Dereck Rodriguez looks to maintain recent form in first stint in the bigs


DENVER -- Dereck Rodriguez was preparing to start a Triple-A game on Monday afternoon when he got a late-night call from his manager telling him his dreams had come true. Rodriguez caught a flight to Denver where he already has a sense of familiarity with the park where he hopes to make his Major League debut. 

Rodriguez, the son of Hall of Famer Ivan Rodriguez, visited Coors Field in 2004 when his father's Tigers played here on the Fourth of July. On Monday night, it'll be the son who will take the field. He's available out of the bullpen for the Giants. 

"I've been to a lot of stadiums but I wasn't there for me, I was there for my dad," he said. "It's nice coming here and having my name on the locker, not his."

If Dereck, a 25-year-old right-hander, keeps throwing the way he was in Sacramento, his name will be on the locker for quite a while.

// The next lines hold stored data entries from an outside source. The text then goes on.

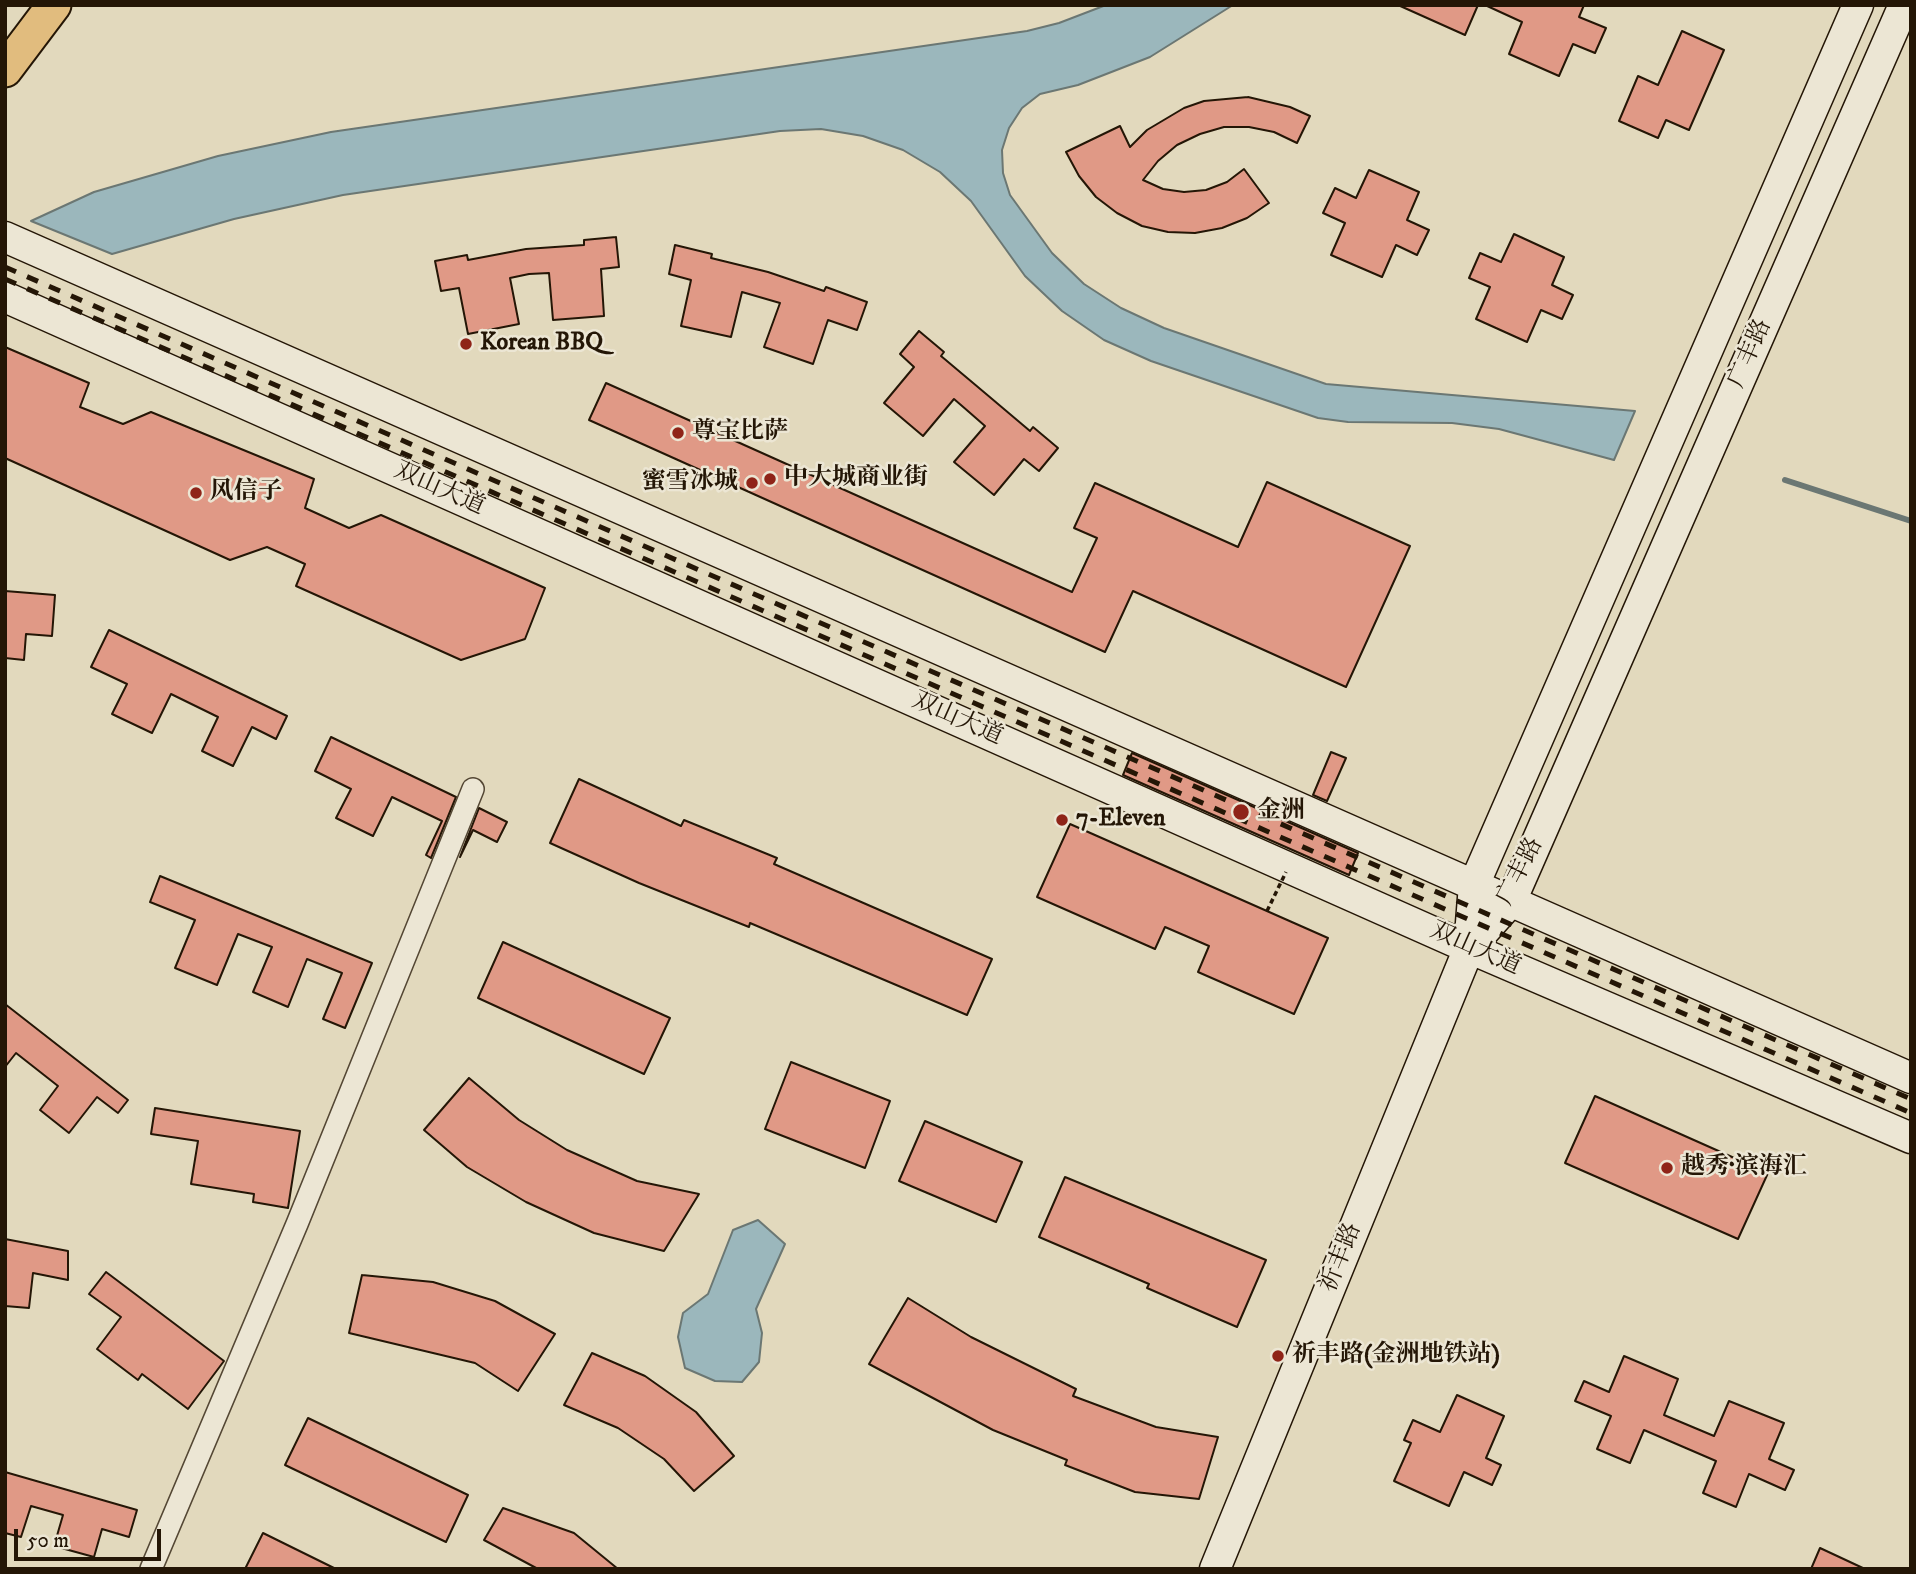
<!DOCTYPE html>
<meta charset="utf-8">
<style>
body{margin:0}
#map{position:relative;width:1916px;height:1574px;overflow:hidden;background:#e2d9bd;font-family:"IM FELL DW Pica",serif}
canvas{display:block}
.frame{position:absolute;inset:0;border:7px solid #241606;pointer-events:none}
.scale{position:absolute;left:14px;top:1529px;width:147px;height:32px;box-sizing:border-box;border:4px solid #241606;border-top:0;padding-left:9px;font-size:21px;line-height:24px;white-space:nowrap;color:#241606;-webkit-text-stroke:5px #ece6d4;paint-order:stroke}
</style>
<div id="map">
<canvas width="1916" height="1574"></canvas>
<div class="frame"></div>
<div class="scale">50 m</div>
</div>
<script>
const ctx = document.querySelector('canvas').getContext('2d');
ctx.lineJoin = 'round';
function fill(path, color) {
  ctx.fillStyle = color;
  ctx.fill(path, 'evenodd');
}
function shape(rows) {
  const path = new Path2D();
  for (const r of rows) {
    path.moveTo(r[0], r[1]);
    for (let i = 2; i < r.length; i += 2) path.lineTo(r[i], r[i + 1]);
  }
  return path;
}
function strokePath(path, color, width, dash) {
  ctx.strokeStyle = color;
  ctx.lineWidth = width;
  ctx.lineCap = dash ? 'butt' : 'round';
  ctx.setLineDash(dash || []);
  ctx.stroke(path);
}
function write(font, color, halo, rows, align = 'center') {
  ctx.font = font + ' "IM FELL DW Pica","Noto Serif SC",serif';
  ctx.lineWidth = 5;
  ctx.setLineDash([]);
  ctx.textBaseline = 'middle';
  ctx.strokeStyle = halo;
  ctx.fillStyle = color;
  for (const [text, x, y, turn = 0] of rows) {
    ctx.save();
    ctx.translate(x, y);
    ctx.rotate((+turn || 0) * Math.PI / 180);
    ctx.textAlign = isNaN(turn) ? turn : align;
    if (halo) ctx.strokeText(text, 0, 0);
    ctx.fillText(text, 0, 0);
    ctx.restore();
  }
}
const water = shape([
 [1106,5,1233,5,1150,57,1078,85,1040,94,1022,108,1009,128,1002,150,1003,173,1010,195,1052,253,1084,284,1121,308,1164,328,1326,384,1635,411,1614,460,1499,429,1452,423,1348,422,1318,418,1151,361,1104,340,1062,311,1025,276,971,201,940,172,903,150,863,136,821,129,780,131,343,195,234,219,112,254,31,221,94,192,218,156,331,132,1027,31,1059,23,1106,5],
 [758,1220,785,1244,756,1309,762,1333,759,1362,742,1382,715,1381,685,1368,678,1337,683,1313,708,1294,733,1230,758,1220]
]);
const stream = shape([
 [1785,480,1911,521]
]);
const building = shape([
 [1398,5,1478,5,1465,35,1398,5],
 [1485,5,1584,5,1579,17,1606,28,1595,53,1573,44,1559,76,1509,54,1522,22,1485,5],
 [1682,31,1724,50,1689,130,1666,120,1658,138,1619,121,1638,76,1658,85,1682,31],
 [1248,97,1290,107,1310,116,1297,143,1274,132,1249,127,1224,127,1200,134,1177,145,1158,161,1143,180,1163,189,1184,192,1206,190,1227,182,1244,169,1269,203,1247,218,1222,228,1195,233,1168,232,1142,226,1117,213,1096,197,1079,176,1066,152,1120,126,1130,147,1147,130,1184,108,1204,101,1248,97],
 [1369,170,1419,192,1407,220,1429,230,1417,255,1396,245,1382,277,1331,255,1345,223,1323,213,1335,188,1356,198,1369,170],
 [1514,234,1564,257,1552,285,1573,295,1562,319,1541,310,1527,342,1476,319,1490,287,1469,278,1480,253,1501,262,1514,234],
 [616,237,619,267,601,269,604,316,553,320,549,273,529,274,510,278,519,324,468,334,459,288,441,291,435,261,467,255,468,260,526,249,584,245,584,240,616,237],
 [675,245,712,254,711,258,768,272,824,291,826,287,867,302,857,330,828,320,813,364,764,347,780,303,742,292,731,337,681,326,691,280,669,274,675,245],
 [919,331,944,352,941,356,985,393,1030,431,1033,427,1058,448,1039,471,1024,459,994,495,954,462,985,426,969,412,954,399,923,436,884,403,914,367,900,354,919,331],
 [5,347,89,383,80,407,123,424,151,412,314,479,305,508,349,528,381,515,545,588,525,639,461,660,296,586,305,564,267,547,230,560,5,458,5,347],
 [606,383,1072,592,1097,538,1074,528,1095,483,1238,547,1267,482,1410,546,1346,687,1133,591,1105,652,589,420,606,383],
 [5,591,55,595,52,636,26,634,24,660,5,658,5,591],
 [109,630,287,716,276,739,252,727,233,766,202,751,218,717,171,694,152,733,112,714,127,684,91,667,109,630],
 [331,737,456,797,431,858,426,855,442,821,392,797,373,836,336,818,351,789,315,771,331,737],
 [1331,752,1346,758,1327,801,1313,795,1331,752],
 [1132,753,1358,853,1349,875,1123,775,1132,753],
 [579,779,681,826,684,820,777,858,774,864,992,959,967,1015,750,923,749,927,639,883,550,843,579,779],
 [479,808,507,822,497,842,473,830,460,857,479,808],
 [1070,824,1328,938,1294,1014,1198,972,1209,946,1165,927,1155,949,1037,897,1070,824],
 [160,876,372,963,345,1028,323,1019,342,973,307,959,288,1007,253,992,272,947,238,934,217,985,175,968,195,920,150,902,160,876],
 [503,942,670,1018,644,1074,478,998,503,942],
 [5,1004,128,1100,118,1113,97,1097,69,1133,40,1110,58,1086,16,1053,5,1067,5,1004],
 [791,1062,890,1101,865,1168,765,1129,791,1062],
 [469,1078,519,1120,567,1150,637,1181,699,1194,664,1251,594,1233,526,1202,467,1167,424,1130,469,1078],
 [1595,1096,1768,1173,1738,1239,1565,1163,1595,1096],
 [155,1108,300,1131,288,1208,253,1202,254,1194,191,1184,198,1141,151,1134,155,1108],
 [925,1121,1022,1162,996,1222,899,1181,925,1121],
 [1065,1177,1266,1260,1237,1327,1147,1288,1149,1284,1039,1237,1065,1177],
 [5,1239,68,1251,68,1280,33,1273,29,1308,5,1306,5,1239],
 [106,1272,224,1361,188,1409,142,1374,138,1380,97,1349,121,1317,89,1294,106,1272],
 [362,1275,433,1282,495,1301,555,1334,518,1391,475,1363,349,1333,362,1275],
 [908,1298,971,1337,1076,1389,1073,1396,1156,1427,1218,1437,1199,1499,1135,1492,1065,1465,1067,1460,993,1430,869,1364,908,1298],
 [592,1353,645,1376,696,1412,734,1456,694,1491,664,1459,618,1428,564,1405,592,1353],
 [1624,1356,1678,1379,1664,1415,1714,1436,1729,1401,1784,1423,1769,1459,1794,1470,1785,1490,1749,1474,1736,1507,1703,1493,1716,1461,1644,1430,1630,1463,1597,1449,1611,1416,1575,1401,1584,1381,1609,1392,1624,1356],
 [1457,1395,1504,1416,1486,1458,1501,1465,1492,1485,1464,1472,1449,1506,1394,1481,1411,1443,1404,1440,1413,1420,1440,1432,1457,1395],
 [308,1418,468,1495,446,1542,285,1465,308,1418],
 [5,1472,137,1510,129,1537,102,1529,94,1557,54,1546,63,1515,31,1506,21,1537,5,1533,5,1472],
 [503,1508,574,1533,618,1569,538,1569,484,1540,503,1508],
 [263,1533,336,1569,245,1569,263,1533],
 [1820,1548,1865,1569,1811,1569,1820,1548]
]);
const street = shape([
 [151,1569,297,1224,473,789]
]);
const secondary = shape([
 [5,237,1911,1078],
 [5,297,1469,948,1911,1138],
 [1469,948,1511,901,1904,5],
 [1215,1569,1469,948,1474,885,1858,5]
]);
const primary = shape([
 [5,70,54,5]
]);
const rail = shape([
 [5,267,1911,1099],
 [5,279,1911,1113]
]);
const pathBridge = shape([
 [1267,911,1286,872]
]);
const markers = [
 [466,344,7,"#8f2418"],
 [678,433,7,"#8f2418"],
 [770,479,7,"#8f2418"],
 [752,483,7,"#8f2418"],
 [196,493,7,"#8f2418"],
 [1241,812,9,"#8f2418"],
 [1062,820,7,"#8f2418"],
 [1667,1168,7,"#8f2418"],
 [1278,1356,7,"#8f2418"]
];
const poiNames = [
 ["Korean BBQ",480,344],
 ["尊宝比萨",692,433],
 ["中大城商业街",784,479],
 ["蜜雪冰城",738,483,"right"],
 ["风信子",210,493],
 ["金洲",1257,812],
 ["7-Eleven",1076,820],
 ["越秀·滨海汇",1681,1168],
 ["祈丰路(金洲地铁站)",1292,1356]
];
const streetNames = [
 ["广丰路",1751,354,-66],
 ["双山大道",439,490,24],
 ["双山大道",957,720,24],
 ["广丰路",1521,872,-63],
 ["双山大道",1475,950,24],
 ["祈丰路",1342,1258,-68]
];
fill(water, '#9bb7bc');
strokePath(water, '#6b7773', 2);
strokePath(stream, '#6b7773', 6);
fill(building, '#e09986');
strokePath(building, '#241606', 2);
strokePath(street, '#544734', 24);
strokePath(secondary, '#241606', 33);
strokePath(primary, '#241606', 37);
strokePath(street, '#ece6d4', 21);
strokePath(secondary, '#ece6d4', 30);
strokePath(primary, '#e1bc7e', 33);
strokePath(rail, '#241606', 5, [12, 12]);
strokePath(pathBridge, '#241606', 3.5, [5, 3.5]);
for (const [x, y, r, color] of markers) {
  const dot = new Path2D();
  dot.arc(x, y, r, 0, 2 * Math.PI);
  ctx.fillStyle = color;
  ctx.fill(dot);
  strokePath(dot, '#ece6d4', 2.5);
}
write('bold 24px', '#241606', '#ece6d4', poiNames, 'left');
write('24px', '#241606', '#ece6d4', streetNames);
</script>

In nine starts he went 4-1 with a 3.40 ERA and 53 strikeouts to just 11 walks. Manager Bruce Bochy said he will serve as a long reliever for now but could push his way into the rotation. 

"We needed another arm here," Bochy said. "This was his start day so he can give us a lot of work as necessary."

Rodriguez was a sixth-round selection of the Twins in the 2011 draft but struggled at the plate. Before the 2014 season, the Twins moved the hard-throwing outfielder to the mound. He was a closer at first and then slid into the rotation. He has progressed steadily through the minors ever since. Rodriguez reached Double-A with the Twins and then chose the Giants as a minor league free agent. He said Pablo Sandoval, a training partner in Miami, helped sell him on the Giants. 

Rodriguez had a strong camp and opened eyes with his quality stuff. He has not shown the wildness you might expect from a longtime outfielder, and he said that ability to command the ball helped him reach the highest level faster than he expected.  

"I always had a good arm and was able to throw with accuracy," he said. "I think that's what got me through levels quicker, not walking a lot of guys."

Rodriguez was watching Netflix when Triple-A manager Dave Brundage called him. He said that call lasted five minutes and included tears. He talked to his dad, who is in Colombia right now but plans to be at AT&T Park this weekend. He also talked to his mom, who will be at Coors Field won Monday night. That was an emotional discussion, Rodriguez said. 

"That call lasted half an hour," he said, smiling.